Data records
══════════════════════════════

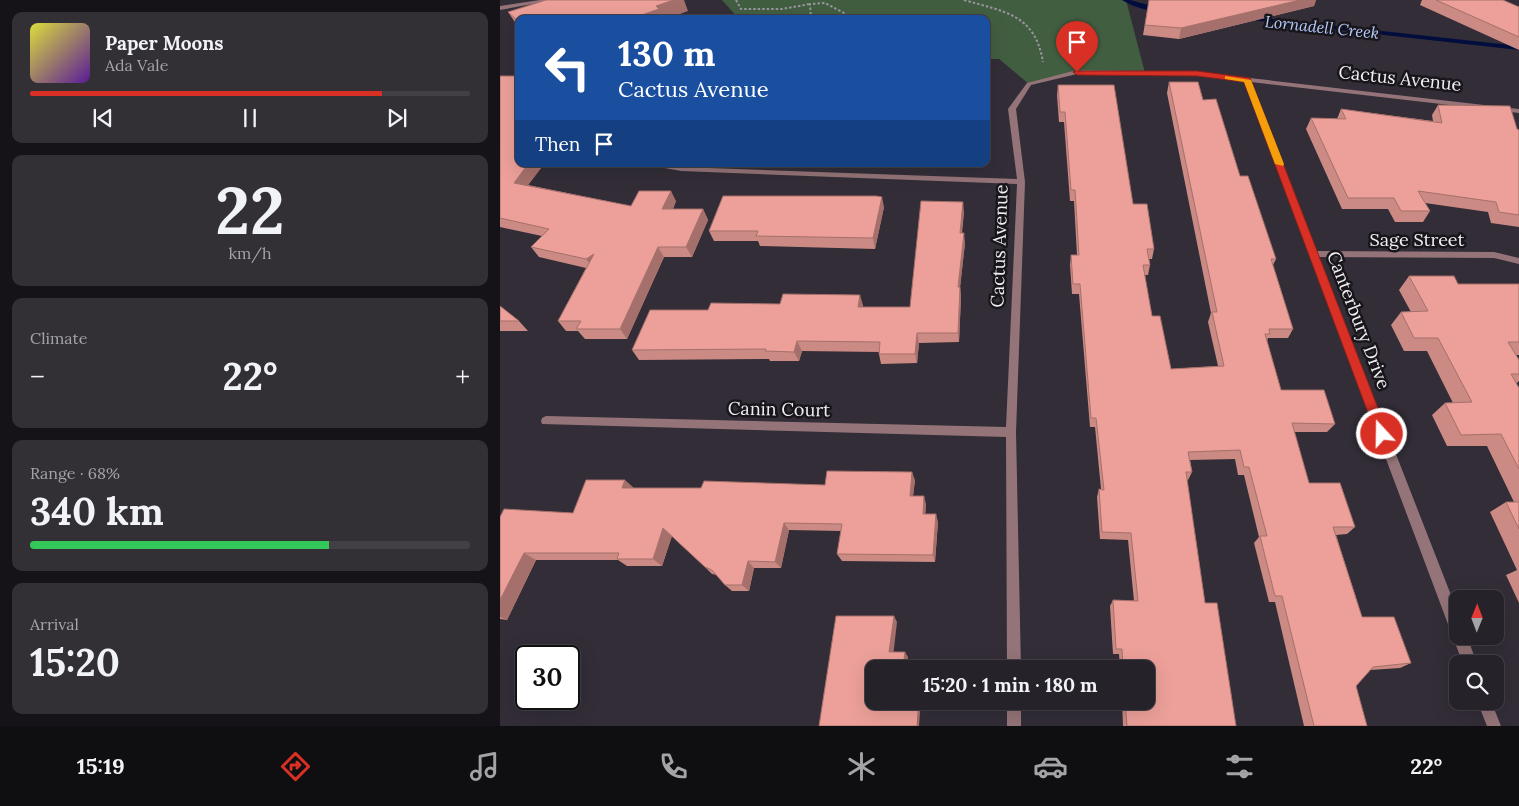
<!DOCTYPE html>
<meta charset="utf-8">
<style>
:root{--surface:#262229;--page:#322f35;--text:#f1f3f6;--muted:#a4a4a8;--line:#423f46;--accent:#d93025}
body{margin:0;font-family:Lora,serif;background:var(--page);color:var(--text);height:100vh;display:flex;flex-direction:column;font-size:19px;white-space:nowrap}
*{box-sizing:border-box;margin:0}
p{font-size:16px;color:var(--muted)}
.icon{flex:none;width:28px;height:28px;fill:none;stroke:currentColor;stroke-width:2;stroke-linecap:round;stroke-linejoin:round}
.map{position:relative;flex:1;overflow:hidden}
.details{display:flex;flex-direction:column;gap:12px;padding:12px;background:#151317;width:500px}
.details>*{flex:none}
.hud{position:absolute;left:15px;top:15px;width:475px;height:152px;border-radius:10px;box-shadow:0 5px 20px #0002,0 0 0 1px var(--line);background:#1a4fa0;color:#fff;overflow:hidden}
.needle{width:32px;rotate:1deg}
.tools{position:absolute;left:949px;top:590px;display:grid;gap:10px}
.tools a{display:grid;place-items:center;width:55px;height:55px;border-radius:10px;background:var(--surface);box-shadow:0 5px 20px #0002,0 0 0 1px var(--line);font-size:25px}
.speed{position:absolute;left:15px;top:645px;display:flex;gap:10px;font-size:25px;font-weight:700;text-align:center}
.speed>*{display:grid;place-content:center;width:65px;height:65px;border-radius:50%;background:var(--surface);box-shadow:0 5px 20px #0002,0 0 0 1px var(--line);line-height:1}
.speed .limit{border:2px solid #111;border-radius:8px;background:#fff;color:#111}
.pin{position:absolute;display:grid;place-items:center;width:42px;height:42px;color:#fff;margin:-51px -21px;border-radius:50% 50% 50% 0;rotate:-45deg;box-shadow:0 0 5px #0007}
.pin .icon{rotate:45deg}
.me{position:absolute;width:55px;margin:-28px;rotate:339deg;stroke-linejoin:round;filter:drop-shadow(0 0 4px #0008)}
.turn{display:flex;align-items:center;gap:18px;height:105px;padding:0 20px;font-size:22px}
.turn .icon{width:65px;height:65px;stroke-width:2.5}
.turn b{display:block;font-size:35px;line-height:42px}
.then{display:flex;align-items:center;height:48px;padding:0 20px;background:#0003;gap:10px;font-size:19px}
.big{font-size:38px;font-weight:700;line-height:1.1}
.details .widget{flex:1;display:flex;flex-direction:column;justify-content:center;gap:8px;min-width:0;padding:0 18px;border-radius:10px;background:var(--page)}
.details .dial{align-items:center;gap:0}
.dial b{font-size:65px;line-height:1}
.song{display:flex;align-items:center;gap:15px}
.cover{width:60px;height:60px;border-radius:8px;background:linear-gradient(135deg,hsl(60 70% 55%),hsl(270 70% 35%))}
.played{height:5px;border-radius:2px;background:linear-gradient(90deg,var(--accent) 80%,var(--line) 80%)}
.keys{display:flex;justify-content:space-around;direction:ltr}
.heat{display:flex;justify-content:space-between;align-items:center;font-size:28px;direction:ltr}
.charge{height:8px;border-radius:4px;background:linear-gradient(90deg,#34c759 68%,var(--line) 0)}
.trip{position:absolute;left:365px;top:660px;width:290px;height:50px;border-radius:10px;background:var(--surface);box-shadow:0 5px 20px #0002,0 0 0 1px var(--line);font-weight:700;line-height:50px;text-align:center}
.tab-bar{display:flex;height:80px;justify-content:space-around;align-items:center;background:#0f0e10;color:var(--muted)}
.tab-bar .icon{width:35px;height:35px}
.tab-bar .selected{color:var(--accent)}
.tab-bar b{font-size:22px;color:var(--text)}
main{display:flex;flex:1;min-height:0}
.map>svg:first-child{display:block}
.green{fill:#425e41}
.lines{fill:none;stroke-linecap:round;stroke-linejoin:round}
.stream{fill:#010e3d;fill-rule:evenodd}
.path{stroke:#99959d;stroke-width:2;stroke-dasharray:2.5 2;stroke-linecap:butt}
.service{fill:#947478;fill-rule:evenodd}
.minor{fill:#947478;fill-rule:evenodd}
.wall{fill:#cb8a84}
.shaded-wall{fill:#a5706b}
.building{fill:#eca099;stroke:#a5706b}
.route{fill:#d93025;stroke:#8d1f18}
.slow{fill:#f59e0b}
.labels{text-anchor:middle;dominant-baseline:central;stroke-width:5;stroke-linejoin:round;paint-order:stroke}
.far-water-label{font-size:16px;font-style:italic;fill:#b2cafb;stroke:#19161b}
.street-label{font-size:18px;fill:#f0edf3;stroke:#19161b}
</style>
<main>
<section class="details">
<div class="widget">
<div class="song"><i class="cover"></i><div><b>Paper Moons</b><p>Ada Vale</p></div></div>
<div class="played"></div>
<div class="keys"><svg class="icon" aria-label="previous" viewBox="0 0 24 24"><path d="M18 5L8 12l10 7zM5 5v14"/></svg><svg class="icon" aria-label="pause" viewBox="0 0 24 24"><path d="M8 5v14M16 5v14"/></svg><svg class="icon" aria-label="next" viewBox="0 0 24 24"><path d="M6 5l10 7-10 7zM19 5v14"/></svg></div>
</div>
<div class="widget dial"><b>22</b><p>km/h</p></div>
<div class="widget"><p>Climate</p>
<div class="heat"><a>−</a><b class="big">22°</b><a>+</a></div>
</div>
<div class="widget"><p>Range · 68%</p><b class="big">340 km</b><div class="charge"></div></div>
<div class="widget"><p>Arrival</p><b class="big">15:20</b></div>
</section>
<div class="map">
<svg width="1019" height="726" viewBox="0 0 1019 726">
<rect width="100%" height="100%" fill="#322d37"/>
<path class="green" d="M222 0H626L645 73 577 72 529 84 499 59H486V19H239Z"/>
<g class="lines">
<path class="stream" d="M622 0H630L663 9C653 14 631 6 622 0Z
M744 16 1019 46V50L742 19 741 18Z"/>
<path class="path" d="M236 0 241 9H282L310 4
M464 0C505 12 535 14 543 62
M311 19 310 4 325 3 346 14 342 19"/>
<path class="service" d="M40 0H54L0 10V6Z"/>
<path class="minor" d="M577 70 697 72 1019 109V113L751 82 817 251 994 252 1019 258V264L994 258 819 257 958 613V636H967L977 664H963L744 81 697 76 577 74 531 85 516 109 525 182 516 432 521 669H507L506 437 42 424 41 421 42 418 46 416 506 427 517 184 181 171 154 166 150 164H166L181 167 517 179 508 109 527 83Z
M507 701H521V726H507Z
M977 701H991L1001 726H987Z"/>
</g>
<path class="wall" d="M649 0H816L814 6 679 39 643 35Z
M922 0H1003L1019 7V50L920 5Z
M188 11 19 19V28L8 12Z
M0 76 19 164H44L28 185 131 206 176 201 173 209H203L208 220 192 257H164L127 339H85L78 331H66L58 321 86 268 39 257 31 247 42 236 0 227Z
M669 82 703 100 740 176 776 259 773 265 793 329 788 338H768L767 341 781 390 835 424 827 432H794L809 483 855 527 847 534 836 535 862 617 911 663 900 668 870 670 856 686 867 726H804L775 602H769L754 543 759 537 744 475H738L735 459 690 460 692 472 688 480H687L705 603 736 726H623L622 701H646V669H620L619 654H613L610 606 613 600 634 601 628 540 600 539 597 497 599 489H601L595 427H590L579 294H572L570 265 571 255H577L574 201H570L564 122H559L557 95 558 85 633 204 654 249 652 259H649L650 265 648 275H644L652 316 671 369 718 366 708 322 711 313 667 93Z
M938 105 1019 130V227L991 223 988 212 925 203 930 211 923 222H895L888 209H842L806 129 811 118 837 119 841 109 933 121 932 115Z
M384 207 375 249 260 246 258 241H214L209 231Z
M464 212 462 233 465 243 460 287 461 297 459 342 419 343 417 363 381 364 379 354V352L302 351 299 361H270L269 359 139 360 132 350 208 310 363 305V307H410Z
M909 276 958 284H1019V355H1016L1019 360V381L1016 384 1019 388V603L1006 575 1017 570 990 512 1006 502H1014L987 446H947L932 415 945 403H953L927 351H904L891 325 901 312H911L899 290Z
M0 306 19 321 28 331H0Z
M415 480 413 496 426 504 425 514 438 522 435 562 342 561 337 554 341 531 289 530 281 568H254L249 591H232L225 585 217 575 212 574 205 567 172 536 162 566H127L118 560H36L7 620 0 619V517L73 513 134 488H201L325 485Z"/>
<path class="shaded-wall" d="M174 0H184L188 11 167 19H130L156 6Z
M800 0H816L814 6 679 39 681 28Z
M28 164H44L22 193 14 183Z
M171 191 176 201 168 220 162 209Z
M382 197 384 207 375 249 373 238Z
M463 202 464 212 460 243V233Z
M203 209 208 220 192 257 186 247Z
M464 233 465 243 459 297 458 287Z
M158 247 164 257 127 339 120 329Z
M94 254V269L86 259Z
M460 287 461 297 459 342 458 333Z
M360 295 363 305 360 317 358 307Z
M417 333 419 343 417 363 415 354Z
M297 341 302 351 299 361 294 352Z
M412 472 415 480 412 504 410 496Z
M125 480 134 488 131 496 122 488Z
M424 496 426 504 425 521 423 514Z
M436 514 438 522 435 562 433 555Z
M284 523 289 530 281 568 275 562Z
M163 528 172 535 162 566 153 559Z
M24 553 36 560 7 620 0 617V600Z
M248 561 254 568 249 591 242 585Z
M394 616 397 622 393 657 389 652Z
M405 652 408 657 407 669 403 667Z
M419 701H421L419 726H417Z"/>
<path class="building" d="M46 0H174L156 6 159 9 130 19H19V22L8 12Z
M649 0H800L681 28 645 25Z
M936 0H1003L1019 7V37Z
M0 76H19V164H28L14 183 131 206 139 191H171L162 209H203L186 247H158L120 329H76L81 321H58L94 254 86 259 31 247 49 229 0 218Z
M669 82H698L703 100 716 99 740 176H748L776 259H771L793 329H769L770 334H765L781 390H824L835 424 792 423 809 483H840L855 527H833L862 617H894L911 663 873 667 856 686 867 726H814L782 596H775L760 536H767L749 467H744L740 450 688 452 692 472H686L705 603H717L736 726H627L625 701H646V669H623L622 649H616L613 600 638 601 631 533 602 532 599 489 604 490 596 418H591L580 284H573L571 255H579L575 190H571L565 112H560L558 85H614L633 204H647L654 249H647L650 265H643L652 316H660L671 369 724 366 712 312H717Z
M938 105 1010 106 1017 129 1019 130V215L999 212 996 202 918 191 930 211H901L894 198H848L811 118 846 119 841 109 942 123Z
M223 196H376L382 197 373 238 256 236 258 231H209Z
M421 201 463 202 460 233H464L458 287H460L458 333H417L415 354H379L380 342 297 341 294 352 265 351 266 349 132 350 150 310H208L211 303 280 304 283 294 360 295 358 307H410Z
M909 276H954L958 284H1019V342H1008L1019 360V374H1011L1019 388V469L1001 434 961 435 945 403 972 402 938 338H914L901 312 928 311Z
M0 306 19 321H0Z
M327 471 412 472 410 496H424L423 514H436L433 555 337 554 342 524 284 523 275 562 248 561 242 585H225L212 570 205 567 163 528 153 559H117L119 553H24L0 600V517L4 509 73 513 86 480H125L122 488H201L204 481 325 485Z
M1006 502H1019V529Z
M336 616H394L389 652H405L403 667H421V669H374V701H419L417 726H319Z"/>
<path class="route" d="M574 71H697L750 78 888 434 887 437 882 439 876 434 744 82 697 76 577 75 573 72Z"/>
<path class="slow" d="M725 76 751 80 784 164 783 166 775 164 744 82 725 79Z"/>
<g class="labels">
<g class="far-water-label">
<text transform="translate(822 27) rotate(6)">Lornadell Creek</text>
</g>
<g class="street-label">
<text transform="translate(900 78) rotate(6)">Cactus Avenue</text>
<text x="917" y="239">Sage Street</text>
<text transform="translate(499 246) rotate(-88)">Cactus Avenue</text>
<text transform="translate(859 320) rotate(69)">Canterbury Drive</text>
<text transform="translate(279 409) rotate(1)">Canin Court</text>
</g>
</g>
</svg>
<div class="tools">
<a><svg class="needle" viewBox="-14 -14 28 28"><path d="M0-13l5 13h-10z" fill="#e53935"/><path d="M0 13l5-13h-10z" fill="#a4a4a8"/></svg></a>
<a><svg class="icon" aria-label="search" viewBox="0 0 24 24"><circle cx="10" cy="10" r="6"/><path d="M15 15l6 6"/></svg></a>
</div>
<div class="speed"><div class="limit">30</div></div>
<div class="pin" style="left:577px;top:72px;background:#d93025"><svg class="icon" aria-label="arrive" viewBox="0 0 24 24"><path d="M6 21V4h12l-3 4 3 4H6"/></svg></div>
<svg class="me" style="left:882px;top:434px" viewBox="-20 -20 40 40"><circle r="17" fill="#d93025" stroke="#fff" stroke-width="3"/><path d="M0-11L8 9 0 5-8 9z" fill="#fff"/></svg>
<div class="trip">15:20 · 1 min · 180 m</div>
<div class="hud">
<div class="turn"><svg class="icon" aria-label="left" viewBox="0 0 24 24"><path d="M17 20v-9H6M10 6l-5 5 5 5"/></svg><div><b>130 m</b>Cactus Avenue</div></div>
<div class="then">Then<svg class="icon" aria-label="arrive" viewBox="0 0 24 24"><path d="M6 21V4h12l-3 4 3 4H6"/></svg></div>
</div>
</div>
</main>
<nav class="tab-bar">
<b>15:19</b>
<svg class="icon selected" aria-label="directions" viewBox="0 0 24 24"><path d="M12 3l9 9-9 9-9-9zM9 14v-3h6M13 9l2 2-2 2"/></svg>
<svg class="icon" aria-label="music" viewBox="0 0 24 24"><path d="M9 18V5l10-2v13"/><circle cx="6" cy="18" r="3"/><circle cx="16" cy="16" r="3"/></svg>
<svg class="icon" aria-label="phone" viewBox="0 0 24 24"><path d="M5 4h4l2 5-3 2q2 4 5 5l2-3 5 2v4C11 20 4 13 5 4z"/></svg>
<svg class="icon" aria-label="climate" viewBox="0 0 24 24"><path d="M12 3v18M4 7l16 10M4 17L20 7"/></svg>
<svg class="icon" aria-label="car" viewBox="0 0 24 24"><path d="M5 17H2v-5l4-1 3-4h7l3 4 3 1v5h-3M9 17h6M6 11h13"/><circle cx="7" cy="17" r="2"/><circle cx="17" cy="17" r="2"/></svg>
<svg class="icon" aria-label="filters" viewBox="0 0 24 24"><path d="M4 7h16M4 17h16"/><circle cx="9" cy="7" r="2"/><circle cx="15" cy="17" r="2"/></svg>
<b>22°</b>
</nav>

══════════════════════════════

## Assigned task
Find how many lines above include "speed", then write only that count.

## Written answer
4